(DATA FOR THE TASK Opens)

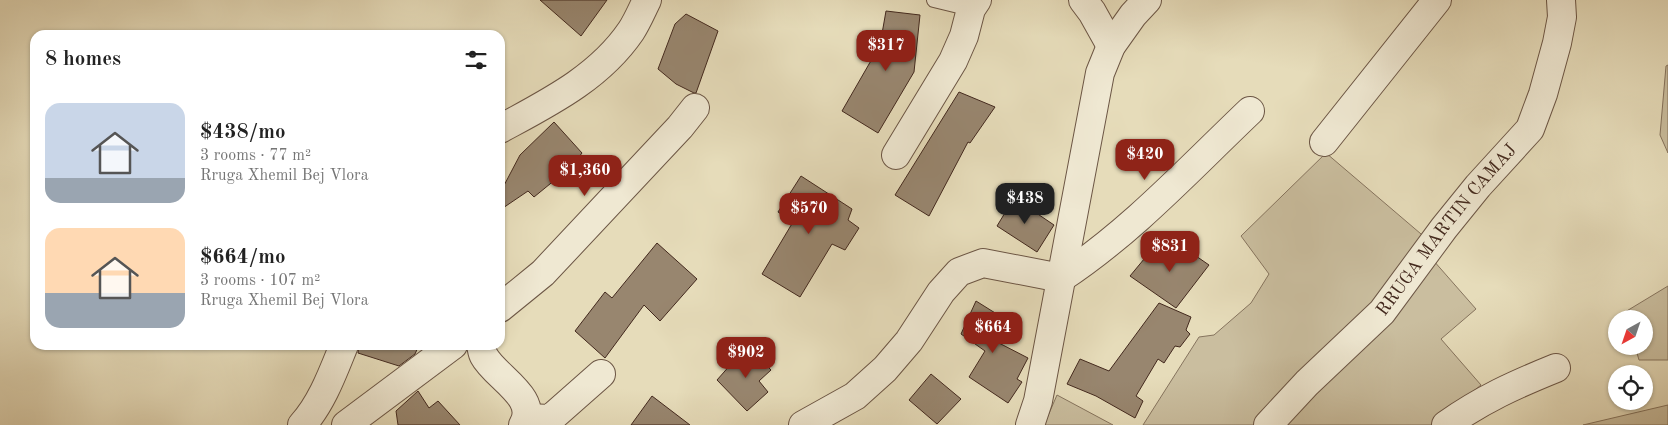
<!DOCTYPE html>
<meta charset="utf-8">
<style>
body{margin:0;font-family:"Old Standard TT",serif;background:#f6f6f6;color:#222;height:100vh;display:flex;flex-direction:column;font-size:19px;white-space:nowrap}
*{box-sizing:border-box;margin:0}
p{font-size:16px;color:#767676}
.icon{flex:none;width:28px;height:28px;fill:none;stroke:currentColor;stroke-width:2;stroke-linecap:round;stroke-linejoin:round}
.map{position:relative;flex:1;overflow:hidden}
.sheet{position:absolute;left:30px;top:30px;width:475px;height:320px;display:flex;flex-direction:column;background:#fff;border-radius:15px;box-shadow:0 1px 4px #0004}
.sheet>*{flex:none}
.needle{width:32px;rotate:220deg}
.controls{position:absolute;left:1608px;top:310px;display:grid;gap:10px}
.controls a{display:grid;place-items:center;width:45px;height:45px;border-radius:50%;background:#fff;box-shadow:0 1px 4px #0004;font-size:25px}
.price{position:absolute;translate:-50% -42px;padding:0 11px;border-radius:10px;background:#8f2418;color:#fff;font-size:16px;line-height:32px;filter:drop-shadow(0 1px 2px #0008)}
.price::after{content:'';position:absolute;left:50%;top:30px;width:15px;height:11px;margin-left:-8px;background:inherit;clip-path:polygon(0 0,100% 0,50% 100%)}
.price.current{background:#222;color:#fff}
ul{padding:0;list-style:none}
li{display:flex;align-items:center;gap:15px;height:125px;padding:0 15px}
li span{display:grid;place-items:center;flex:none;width:140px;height:100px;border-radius:15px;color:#555}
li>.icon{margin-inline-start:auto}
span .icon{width:60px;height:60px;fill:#fffc;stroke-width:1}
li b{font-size:21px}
h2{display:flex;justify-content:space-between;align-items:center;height:60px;padding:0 15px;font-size:21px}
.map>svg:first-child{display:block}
.green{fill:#cabe9f;stroke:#86745e}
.building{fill:#98866f;stroke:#43291e}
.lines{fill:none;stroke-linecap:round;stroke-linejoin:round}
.service-casing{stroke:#6c5645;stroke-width:16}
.minor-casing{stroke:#6c5645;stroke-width:30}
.service{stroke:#efe8d2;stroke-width:14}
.minor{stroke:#efe8d2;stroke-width:28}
.labels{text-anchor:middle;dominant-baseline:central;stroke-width:4;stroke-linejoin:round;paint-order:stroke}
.street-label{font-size:18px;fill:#43291e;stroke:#efe8d2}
</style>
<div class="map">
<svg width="1668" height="425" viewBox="0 0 1668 425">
<rect width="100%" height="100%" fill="#e6dcba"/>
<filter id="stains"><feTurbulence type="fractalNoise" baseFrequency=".004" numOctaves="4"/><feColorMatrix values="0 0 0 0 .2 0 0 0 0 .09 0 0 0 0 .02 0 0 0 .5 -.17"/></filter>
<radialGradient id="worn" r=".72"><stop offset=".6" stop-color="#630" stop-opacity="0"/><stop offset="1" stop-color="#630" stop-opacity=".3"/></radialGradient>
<path class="green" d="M 1668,65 L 1668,153 L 1660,135 L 1666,66 Z
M 1326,153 L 1441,251 L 1433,260 L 1476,309 L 1441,339 L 1481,385 L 1431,425 L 1143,425 L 1199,337 L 1214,335 L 1251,303 L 1269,274 L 1241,236 Z
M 1668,286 L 1668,360 L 1639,360 L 1635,346 L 1644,346 L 1644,319 L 1627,319 L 1625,312 Z
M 1057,395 L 1113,425 L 1044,425 Z
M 1668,405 L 1668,425 L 1583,425 Z"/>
<path class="building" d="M 540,0 L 607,0 L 581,36 Z
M 886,11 L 920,15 L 914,72 L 878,133 L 842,111 L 880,45 Z
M 686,14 L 718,31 L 696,93 L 694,93 L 676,84 L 658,69 L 675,24 Z
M 959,92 L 995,107 L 970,143 L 968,142 L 929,216 L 895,195 Z
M 554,122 L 582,153 L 572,166 L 534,197 L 528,191 L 500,210 L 500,193 L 520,155 Z
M 801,176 L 852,209 L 848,220 L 859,228 L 845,250 L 832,244 L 800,297 L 762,274 L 793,222 L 778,212 Z
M 1014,198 L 1054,225 L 1037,252 L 997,226 Z
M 1159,241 L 1177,254 L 1183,247 L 1209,265 L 1176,308 L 1130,276 Z
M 657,243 L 697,279 L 660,321 L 644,305 L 605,358 L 575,331 L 605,292 L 612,298 Z
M 976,301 L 1008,321 L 997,342 L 1028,358 L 1017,379 L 1022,382 L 1008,403 L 969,377 L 985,351 L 961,334 Z
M 1159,303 L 1191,317 L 1186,330 L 1190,334 L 1180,347 L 1175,346 L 1164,363 L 1158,359 L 1136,396 L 1143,401 L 1135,418 L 1096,396 L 1067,384 L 1080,359 L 1109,371 Z
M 359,345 L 419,345 L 415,354 L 399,366 L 358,353 Z
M 747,346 L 771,370 L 759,381 L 768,392 L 747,411 L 717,380 Z
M 931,374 L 961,399 L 937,424 L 909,400 Z
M 418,391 L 429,408 L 438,401 L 460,425 L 398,425 L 396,411 Z
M 652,396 L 690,425 L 631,425 Z"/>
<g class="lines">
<defs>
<path id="service" d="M 934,0 L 971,9"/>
<g id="minor">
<path d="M 1083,0 L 1092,12 L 1111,46"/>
<path d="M 500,129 C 548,103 599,78 631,31 C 637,22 642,10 647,0"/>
<path d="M 1324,142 L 1437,0"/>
<path d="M 896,155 L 953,61 L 964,36 L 971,9 L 977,0"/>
<path d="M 500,308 L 543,273 L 680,127 L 695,108"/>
<path d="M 481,345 C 482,349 482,353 484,356 C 495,377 540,398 523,425"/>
<path d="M 527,418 L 550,419 L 601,374"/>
<path d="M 302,425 C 322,403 333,372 344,345"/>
<path d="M 346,425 L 453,345"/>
<path d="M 803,425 L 855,396 L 885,369 L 909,341 L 941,292 L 959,272 L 983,263 L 1061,278 C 1131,232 1189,169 1250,111"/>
<path d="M 1030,425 L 1038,401 L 1100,73 L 1111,46 L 1133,15 L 1147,0"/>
<path id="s1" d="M 1268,425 L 1307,383 L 1382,312 L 1444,228 L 1478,186 L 1530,129 L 1543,94 L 1557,43 L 1562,17 L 1561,0"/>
<path d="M 1446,425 C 1483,399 1514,385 1556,368"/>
</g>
</defs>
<use href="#service" class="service-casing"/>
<use href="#minor" class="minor-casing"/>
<use href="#service" class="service"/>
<use href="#minor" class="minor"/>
</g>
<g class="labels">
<g class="street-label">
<text stroke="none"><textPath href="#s1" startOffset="265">RRUGA MARTIN CAMAJ</textPath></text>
</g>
</g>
<rect width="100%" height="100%" filter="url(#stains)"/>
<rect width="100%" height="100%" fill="url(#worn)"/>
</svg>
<div class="controls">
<a><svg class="needle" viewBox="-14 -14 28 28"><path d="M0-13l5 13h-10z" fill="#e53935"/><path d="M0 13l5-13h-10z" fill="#767676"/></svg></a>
<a><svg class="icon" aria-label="locate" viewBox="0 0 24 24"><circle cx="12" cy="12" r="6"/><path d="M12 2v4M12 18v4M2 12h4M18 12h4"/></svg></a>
</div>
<b class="price" style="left:886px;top:72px">$317</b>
<b class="price" style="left:1145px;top:181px">$420</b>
<b class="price" style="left:585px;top:197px">$1,360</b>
<b class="price current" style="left:1025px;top:225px">$438</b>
<b class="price" style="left:809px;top:235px">$570</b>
<b class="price" style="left:1170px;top:273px">$831</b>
<b class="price" style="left:993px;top:354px">$664</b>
<b class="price" style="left:746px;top:379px">$902</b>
<section class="sheet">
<h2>8 homes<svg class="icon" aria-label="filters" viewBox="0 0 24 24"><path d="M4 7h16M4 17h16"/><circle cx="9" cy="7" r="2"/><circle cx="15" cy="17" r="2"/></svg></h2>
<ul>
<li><span style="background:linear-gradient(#c9d6e8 75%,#9aa5b1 0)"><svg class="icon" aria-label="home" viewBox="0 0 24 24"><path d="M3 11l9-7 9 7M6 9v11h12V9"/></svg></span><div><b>$438/mo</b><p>3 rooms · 77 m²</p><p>Rruga Xhemil Bej Vlora</p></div></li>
<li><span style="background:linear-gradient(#ffd9b3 65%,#9aa5b1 0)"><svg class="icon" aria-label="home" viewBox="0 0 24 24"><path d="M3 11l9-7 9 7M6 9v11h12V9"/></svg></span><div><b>$664/mo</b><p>3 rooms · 107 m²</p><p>Rruga Xhemil Bej Vlora</p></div></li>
</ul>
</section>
</div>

(DATA FOR THE TASK Closes)

PROBLEM REQUIREMENTS » Return each line from the material that includes the string "worn".

RESPONSE TO THE EXERCISE »
<radialGradient id="worn" r=".72"><stop offset=".6" stop-color="#630" stop-opacity="0"/><stop offset="1" stop-color="#630" stop-opacity=".3"/></radialGradient>
<rect width="100%" height="100%" fill="url(#worn)"/>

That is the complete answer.